Tuesday, 2 November 2010

Now this, perhaps, could be called the anti-Twilight. A romantic vampire movie in which monsters remain monsters and vampires are not romanticised. A young man encounters a mysterious young woman and tells her, quite accurately, that she is not like any other girl he has ever met. A fairly new vampire, she is one of a pack who roam the back roads of the southern USA, finding victims to slake their blood thirst in a variety of creative and nasty ways. A pack of killers, and now it seems that young Caleb, bitten and turning, has to join them - or be killed.

Despite a couple of plot holes, I was pleasantly surprised by this one. The 80s aren't really my favourite decade for horror (although they're a lot better than the 90s) but this film shows off the slick 80s look at its best and marshals an excellent ensemble cast together to deliver a story that brings us to the very verge of vampiric cool without falling off.

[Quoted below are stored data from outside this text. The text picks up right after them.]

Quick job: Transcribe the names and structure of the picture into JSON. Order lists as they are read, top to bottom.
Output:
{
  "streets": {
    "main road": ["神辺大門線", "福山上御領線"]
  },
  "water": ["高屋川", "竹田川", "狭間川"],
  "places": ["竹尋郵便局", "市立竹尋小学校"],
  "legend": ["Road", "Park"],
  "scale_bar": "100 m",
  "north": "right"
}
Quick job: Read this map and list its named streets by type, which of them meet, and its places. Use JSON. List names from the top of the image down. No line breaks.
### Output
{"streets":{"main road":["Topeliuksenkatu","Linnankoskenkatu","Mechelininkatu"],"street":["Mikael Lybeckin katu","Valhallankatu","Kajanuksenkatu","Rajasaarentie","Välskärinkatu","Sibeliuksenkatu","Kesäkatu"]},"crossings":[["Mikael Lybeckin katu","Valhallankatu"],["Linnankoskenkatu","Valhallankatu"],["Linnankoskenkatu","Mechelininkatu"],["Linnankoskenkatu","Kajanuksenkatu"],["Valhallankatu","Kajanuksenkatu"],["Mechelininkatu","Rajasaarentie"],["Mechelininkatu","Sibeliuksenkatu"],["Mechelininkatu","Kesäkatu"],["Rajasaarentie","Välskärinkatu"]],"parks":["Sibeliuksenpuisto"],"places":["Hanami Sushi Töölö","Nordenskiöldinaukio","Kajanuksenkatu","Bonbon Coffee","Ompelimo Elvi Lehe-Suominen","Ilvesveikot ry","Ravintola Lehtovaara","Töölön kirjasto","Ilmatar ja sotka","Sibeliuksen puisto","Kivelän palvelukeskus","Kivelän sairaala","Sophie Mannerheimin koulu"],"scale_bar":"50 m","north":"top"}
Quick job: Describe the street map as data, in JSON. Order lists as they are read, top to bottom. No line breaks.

Because vampires are monsters, parasites who kill to live, and this movie never lets us forget it, even as the vampires go about their dirty deeds in a series of scenes of escalating violence that culminates in a massacre in a highway diner that shows off both the deadly style that the vampires exude as skilled, enthusiastic killers and the terrible, senseless brutality of what it is that they do.

Best of all, the movie plays out a happy ending to its love story, one that does not require the monstrous to be somehow vindicated or diluted, quite to the contrary. This is a horror story that does not have difficulty in telling apart the horrific and the human, and for that alone it is worth viewing, despite a few flaws.